Sensing With Insulin Pump Therapy to Control HbA1c

Improving glycemic control in people with diabetes, has been shown to decrease
risks of micro-vascular, neurological, and renal complications associated with
the condition[1]. The landmark DCCT trial [1] also clearly established that
achieving an HbA1c of 7.0% or less through an intensive insulin therapy (IIT)
can reduce or delay the incidence and onset of diabetic complications.

In current clinical practice IIT with multiple daily injections (MDI) or
continuous subcutaneous insulin infusion (CSII) is well established to lower
and maintain average glucose levels. Nevertheless, patients trying to reduce
their HbA1c often achieve this at the expense of increased risk of
hypoglycemia.

Reaching target HbA1c levels depends upon monitoring blood glucose (BG) levels
and titrating therapy to reduce glycemic excursions. Reducing glycaemic
excursions minimizes the risk of acute complications of hypoglycaemia and
diabetic ketoacidosis. Strict glycemic control is more difficult to achieve
with MDI, due to variability in absorption[4] and timing of insulin injections.
This reason often precipitates a switch to CSII. Several studies have shown
superiority of CSII over MDI regarding clinical outcomes[2-11] and quality of
life [5-13] .

The majority of patients assess their BG through self monitoring blood glucose
(SMBG) using fingerstick measurements, to assess and adjust their therapy.
Nevertheless, many patients perform SMBG tests infrequently due to
inconvenience, pain, or therapy burden. Using only SMBG as reference point to
establish glycemia profiles results in a certain amount of missed hyper- and
hypoglycemic events every day [14-15]. Moreover, the DCCT trial[1] showed that
subjects in the IIT arm experienced a 3.3 fold higher incidence of severe
hypoglycemia than the control group despite performing SMBG four or more times
daily.

It is possible to avoid missing hyper- and hypoglycemic excursions with the
development of new devices which continuously measure and display continuous
glucose values. Several studies using these devices have demonstrated that
availability of continuous glucose values helps patients reduce hyper- and
hypoglycemic excursions, and improve HbA1c values [16-21]. In 2006, Deiss et
al[22] published the first randomized controlled clinical trial evaluating
whether Type 1 patients using MDI or CSII, in poor glycemic control could
improve HbA1c using a continuous glucose monitor, the Guardian REAL-Time®. This
trial demonstrated a significant reduction in HbA1c over 3 months.
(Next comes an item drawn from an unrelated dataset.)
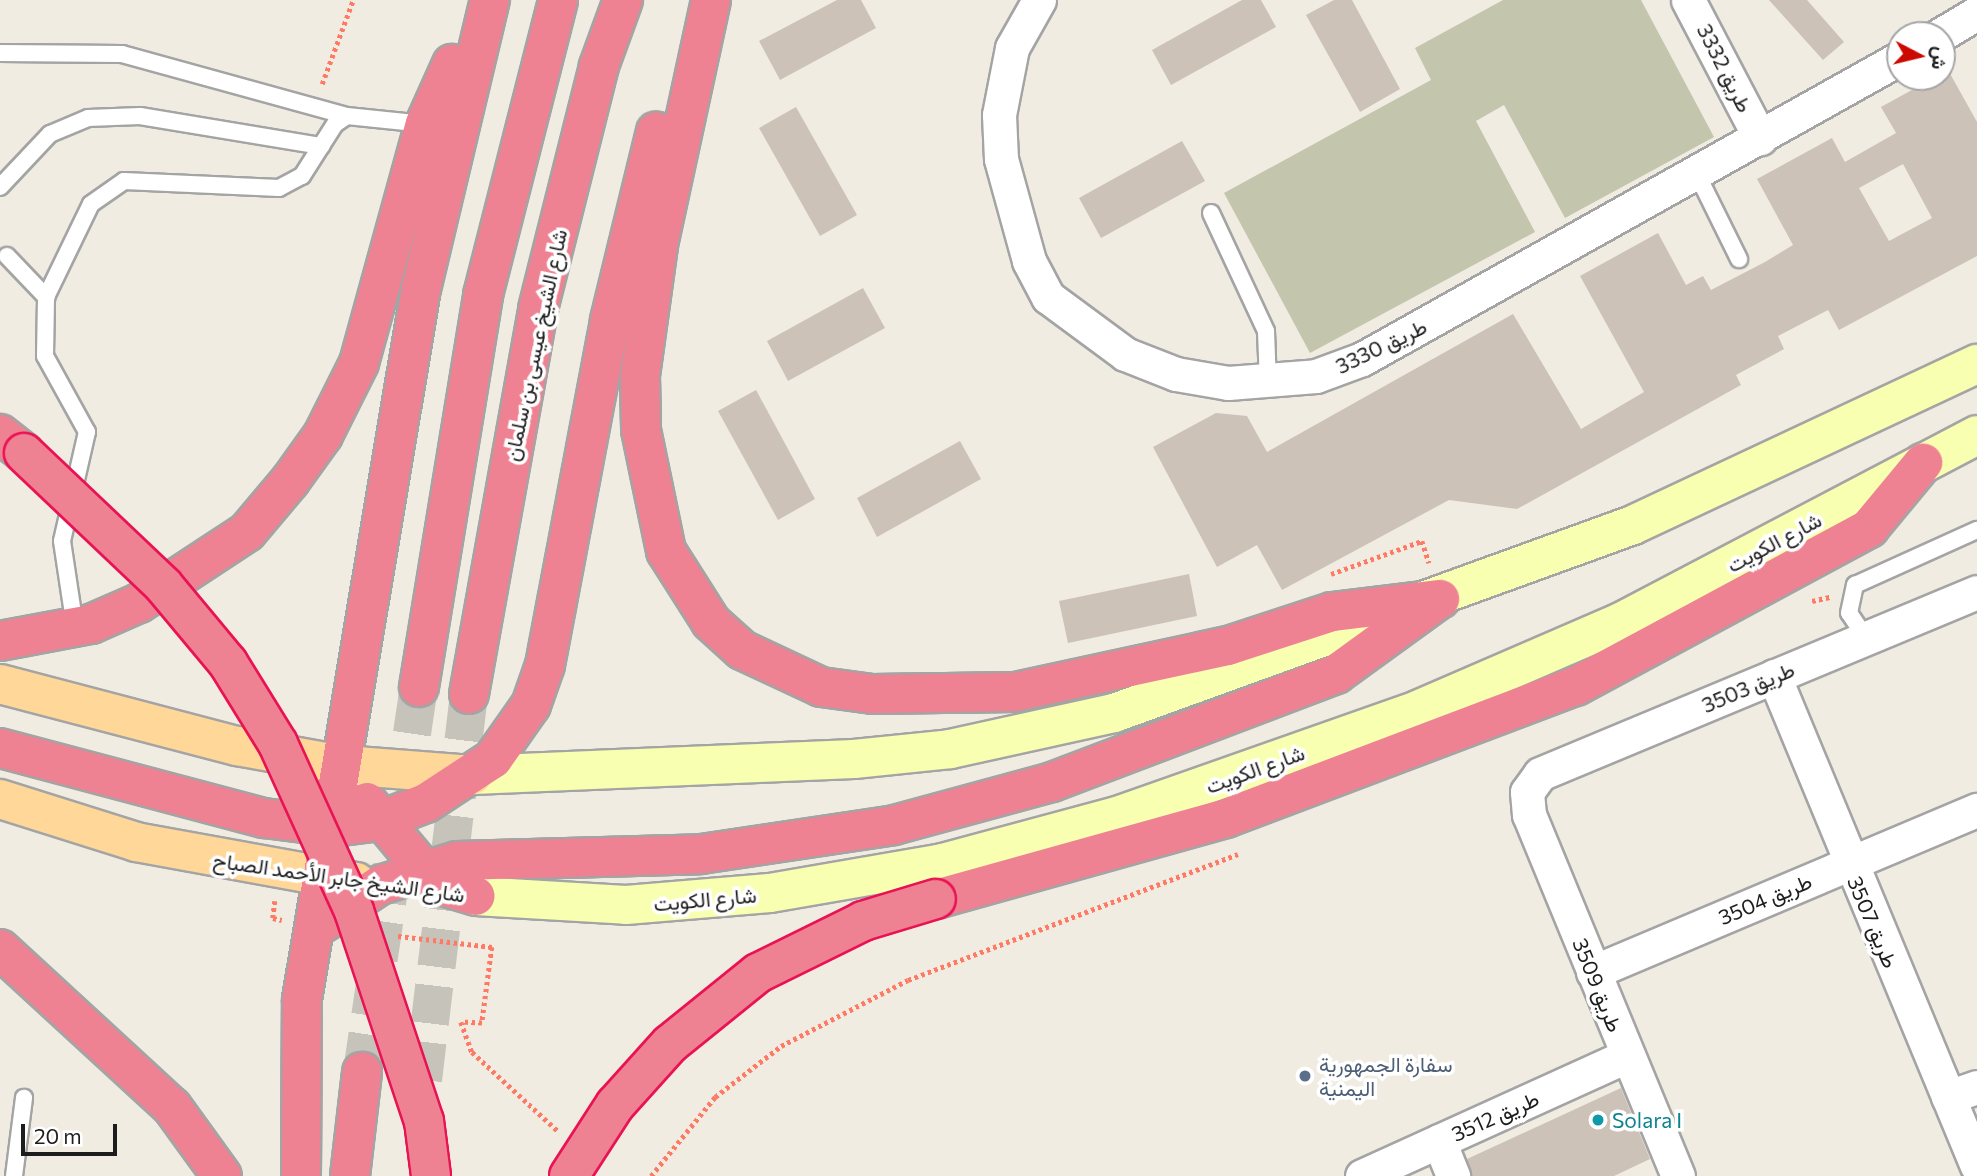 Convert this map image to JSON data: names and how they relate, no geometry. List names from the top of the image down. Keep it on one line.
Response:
{"streets":{"highway":["شارع الشيخ عيسى بن سلمان"],"main road":["شارع الكويت","شارع الشيخ جابر الأحمد الصباح"],"street":["طريق 3332","طريق 3330","طريق 3503","طريق 3504","طريق 3507","طريق 3509","طريق 3512"]},"crossings":[["طريق 3332","طريق 3330"],["شارع الكويت","شارع الشيخ جابر الأحمد الصباح"],["طريق 3503","طريق 3507"],["طريق 3503","طريق 3509"],["طريق 3504","طريق 3507"],["طريق 3504","طريق 3509"],["طريق 3509","طريق 3512"]],"places":["سفارة الجمهورية اليمنية","Solara I"],"scale_bar":"20 m","north":"right"}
To determine whether patients with Type 1 diabetes mellitus in sub-optimal
glycemic control can achieve better glycemic control as evidenced by a drop in
HbA1c using the Medtronic MiniMed Paradigm® REAL-Time Pump and the continuous
Glucose Monitoring System versus the Medtronic MiniMed Paradigm® REAL-Time Pump
alone with Self Monitoring Blood Glucose (SMBG).

This study is a randomized, two-arm, controlled, cross-over, multi-center trial
in adult and pediatric subjects in Europe. There is a wash out period between
the two treatment phases.

The study is a post-market release trial, as all study devices and related
software (see section 5.3) are CE marked.

There are possible risks and side effects connected to the device and followed
procedures. Possible additional risks include the following (although others
are possible):

*Skin irritation, bruising, discomfort, redness, bump, bleeding, irritation,
pain, rash, infection, appearance of a small *freckle-like* dot where the
sensor needle was inserted, local infection at sensor site and allergy to
sensor components or dressing.

If irritation of the insertion site is noted, then the sensor will be removed.
It is recommended to wear the glucose sensor for 3 days. If it is worn for
longer periods it may cause such problems. To ensure correct placement of the
sensor and to minimize discomfort upon insertion, an insertion device
(Sen-Serter) will be used to insert the sensor (Sen-Serter will be provided to
you at the beginning of the study treatment).

*Alarms may alert you that you are too high or too low, and on checking your
blood glucose with a fingerstick, you may find that the value is acceptable.
Nevertheless it can happen that the alarm alerts you unnecessarily.
This should be discussed with your physician so that the alarms can be adjusted.

*Inaccurate glucose values or inappropriate alarms provided by the device could
result in inappropriate administration of insulin or ingestion of
carbohydrates. Such inappropriate treatment decisions could result in
exacerbation of the symptoms associated with hypoglycemia and hyperglycemia.

Such risks can be minimized if you always follow the instruction to confirm any
hypoglycemia, hyperglycemia alarms or symptoms using the glucose meter prior to
taking any action based on the alarm or displayed glucose values.

In case of risks outweighing the benefits for your well-being, your physician
or Medtronic can decide to terminate your participation in the clinical study.